NEW YORK (CBSNewYork) — U.S. Rep. Carolyn Maloney (D-N.Y.) on Saturday joined business owners and employees in a rally to save the Export-Import Bank from closing.
Maloney said the closure of the government-run bank, which helps businesses finance the exports of American goods made outside the country, would cost 205,000 jobs around the state and the country.
The charter for the Export-Import Bank has been renewed by Congress 15 times with little or no controversy, Maloney’s office said in a news release.
But the charter is set to expire in September, and some House Republicans have called for the bank to be closed down. They have called the bank an example of crony capitalism, according to published reports.
U.S. House Majority Leader Kevin McCarthy (R-Calif.) said last weekend that the government should not be involved in financing exports and the responsibility should be handed to the private sector, according to published reports.
Maloney said closing the bank would be extremely damaging.

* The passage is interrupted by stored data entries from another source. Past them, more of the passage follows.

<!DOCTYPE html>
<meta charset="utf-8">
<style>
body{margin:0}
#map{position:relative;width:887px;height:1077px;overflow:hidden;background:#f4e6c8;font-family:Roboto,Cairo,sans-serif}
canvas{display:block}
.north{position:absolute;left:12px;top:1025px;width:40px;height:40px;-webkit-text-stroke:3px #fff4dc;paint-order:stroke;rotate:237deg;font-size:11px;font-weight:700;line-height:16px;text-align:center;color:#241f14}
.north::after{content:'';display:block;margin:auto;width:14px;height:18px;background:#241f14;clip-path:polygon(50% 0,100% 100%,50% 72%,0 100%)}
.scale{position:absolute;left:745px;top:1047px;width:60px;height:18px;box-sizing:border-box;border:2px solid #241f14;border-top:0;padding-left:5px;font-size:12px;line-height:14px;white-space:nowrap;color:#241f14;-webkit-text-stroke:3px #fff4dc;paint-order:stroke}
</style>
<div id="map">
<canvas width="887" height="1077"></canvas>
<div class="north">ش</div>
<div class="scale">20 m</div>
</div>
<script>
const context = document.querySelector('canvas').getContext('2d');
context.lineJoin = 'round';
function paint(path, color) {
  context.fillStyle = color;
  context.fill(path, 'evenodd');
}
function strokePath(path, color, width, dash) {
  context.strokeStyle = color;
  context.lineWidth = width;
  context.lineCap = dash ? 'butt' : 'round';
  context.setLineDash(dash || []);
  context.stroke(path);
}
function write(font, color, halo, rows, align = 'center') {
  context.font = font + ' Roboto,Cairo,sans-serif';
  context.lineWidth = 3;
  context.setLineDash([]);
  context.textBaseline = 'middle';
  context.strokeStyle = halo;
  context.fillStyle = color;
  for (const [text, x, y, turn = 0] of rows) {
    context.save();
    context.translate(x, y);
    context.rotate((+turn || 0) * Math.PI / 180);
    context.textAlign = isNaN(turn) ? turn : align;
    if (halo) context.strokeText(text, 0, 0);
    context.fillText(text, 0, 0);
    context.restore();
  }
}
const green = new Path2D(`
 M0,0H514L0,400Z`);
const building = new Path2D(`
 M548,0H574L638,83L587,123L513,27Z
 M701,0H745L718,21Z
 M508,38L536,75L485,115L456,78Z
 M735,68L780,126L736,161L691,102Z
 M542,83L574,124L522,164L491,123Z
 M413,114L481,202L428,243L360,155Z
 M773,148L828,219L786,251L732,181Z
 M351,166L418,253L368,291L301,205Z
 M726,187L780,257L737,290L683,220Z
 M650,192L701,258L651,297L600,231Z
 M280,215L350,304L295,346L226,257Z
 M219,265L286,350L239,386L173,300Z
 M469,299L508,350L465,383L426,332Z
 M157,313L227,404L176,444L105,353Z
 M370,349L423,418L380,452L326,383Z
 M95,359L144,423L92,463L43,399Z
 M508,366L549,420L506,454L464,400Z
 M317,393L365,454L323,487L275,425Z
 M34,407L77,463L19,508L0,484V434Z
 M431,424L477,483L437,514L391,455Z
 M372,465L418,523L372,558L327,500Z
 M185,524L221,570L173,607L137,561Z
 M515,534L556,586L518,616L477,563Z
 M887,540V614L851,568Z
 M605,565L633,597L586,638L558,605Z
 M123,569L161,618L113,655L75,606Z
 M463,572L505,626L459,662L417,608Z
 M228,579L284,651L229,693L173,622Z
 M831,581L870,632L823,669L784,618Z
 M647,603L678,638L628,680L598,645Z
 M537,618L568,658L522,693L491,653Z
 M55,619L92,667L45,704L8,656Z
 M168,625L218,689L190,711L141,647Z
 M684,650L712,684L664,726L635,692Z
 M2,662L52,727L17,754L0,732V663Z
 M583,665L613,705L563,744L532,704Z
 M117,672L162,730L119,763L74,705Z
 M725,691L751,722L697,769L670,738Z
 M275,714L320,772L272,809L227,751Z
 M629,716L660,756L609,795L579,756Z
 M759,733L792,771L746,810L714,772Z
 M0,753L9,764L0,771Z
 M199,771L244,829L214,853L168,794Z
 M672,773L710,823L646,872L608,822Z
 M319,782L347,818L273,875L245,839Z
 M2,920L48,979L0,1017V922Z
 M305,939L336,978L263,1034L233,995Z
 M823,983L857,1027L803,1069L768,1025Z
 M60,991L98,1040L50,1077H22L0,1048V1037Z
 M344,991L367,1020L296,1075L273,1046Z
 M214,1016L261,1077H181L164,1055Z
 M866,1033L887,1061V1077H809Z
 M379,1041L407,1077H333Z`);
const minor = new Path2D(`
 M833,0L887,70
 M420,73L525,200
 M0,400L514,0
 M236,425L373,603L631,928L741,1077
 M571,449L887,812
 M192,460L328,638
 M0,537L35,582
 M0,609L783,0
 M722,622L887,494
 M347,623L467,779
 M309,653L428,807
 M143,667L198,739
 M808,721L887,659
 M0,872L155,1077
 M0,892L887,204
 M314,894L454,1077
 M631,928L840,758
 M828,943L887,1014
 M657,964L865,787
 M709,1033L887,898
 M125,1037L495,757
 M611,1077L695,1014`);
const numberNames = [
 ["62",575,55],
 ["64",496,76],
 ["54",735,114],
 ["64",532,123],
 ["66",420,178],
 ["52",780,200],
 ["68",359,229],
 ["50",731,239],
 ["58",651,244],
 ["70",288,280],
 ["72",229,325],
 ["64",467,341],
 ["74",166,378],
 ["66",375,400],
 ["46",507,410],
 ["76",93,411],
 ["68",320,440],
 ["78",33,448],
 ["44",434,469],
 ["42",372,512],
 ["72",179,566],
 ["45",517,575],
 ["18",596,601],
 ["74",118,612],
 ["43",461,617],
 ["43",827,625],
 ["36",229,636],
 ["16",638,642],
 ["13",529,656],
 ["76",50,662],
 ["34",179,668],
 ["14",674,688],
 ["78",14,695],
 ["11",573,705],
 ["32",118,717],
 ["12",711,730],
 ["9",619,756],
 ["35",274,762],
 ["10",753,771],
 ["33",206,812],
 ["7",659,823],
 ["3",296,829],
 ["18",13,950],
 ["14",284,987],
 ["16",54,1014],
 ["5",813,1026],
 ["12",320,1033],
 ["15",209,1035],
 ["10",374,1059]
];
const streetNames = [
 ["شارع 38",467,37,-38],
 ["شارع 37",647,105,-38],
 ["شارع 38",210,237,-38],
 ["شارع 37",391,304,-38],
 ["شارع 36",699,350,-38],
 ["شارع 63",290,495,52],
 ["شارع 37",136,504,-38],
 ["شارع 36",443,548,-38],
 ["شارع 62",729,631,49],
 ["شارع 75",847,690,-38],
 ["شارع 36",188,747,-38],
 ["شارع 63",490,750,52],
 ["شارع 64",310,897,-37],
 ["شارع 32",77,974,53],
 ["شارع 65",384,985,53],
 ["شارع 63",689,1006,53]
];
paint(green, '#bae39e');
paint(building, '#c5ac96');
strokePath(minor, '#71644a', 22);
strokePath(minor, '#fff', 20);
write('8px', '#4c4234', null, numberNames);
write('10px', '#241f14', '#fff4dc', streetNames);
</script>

“The Export Import Bank has supported more than a million private-sector American jobs since 2009, but some in Congress are refusing to extend the banks charter,” Maloney said in a news release. “There are small businesses throughout our country that will stop exporting their products and would be forced to lay off workers as a result if we allow this to happen.”
She said the bank operates at no cost to taxpayers.
Maloney was joined at the rally by Susan Axelrod, owner of the business Love & Quiches. Her business was named Small Business Exporter of the Year by the Export-Import Bank.
“From a one man band, we now employ several hundred people. We create jobs here, manufacture our products here, buy ingredients here, pay our rent here and our quiches and desserts are enjoyed here and abroad because Export-Import bank insures our receivables and makes it possible for us to continue to take advantage of new business opportunities,” Axelrod said in the release.
Joe Schoonmaker of the New York District Export Council said there is no other bank or insurance company that can help small exporters at a competitive price as they open in overseas markets.
Maloney’s office said private-sector financing for opening overseas markets is either “prohibitively expensive or simply not available.”
The Export-Import Bank was created during the Great Depression in 1934. In fiscal year 2013, the bank approved an all-time high of 3,842 transactions with an export value estimated at $37.4 billion, the release said.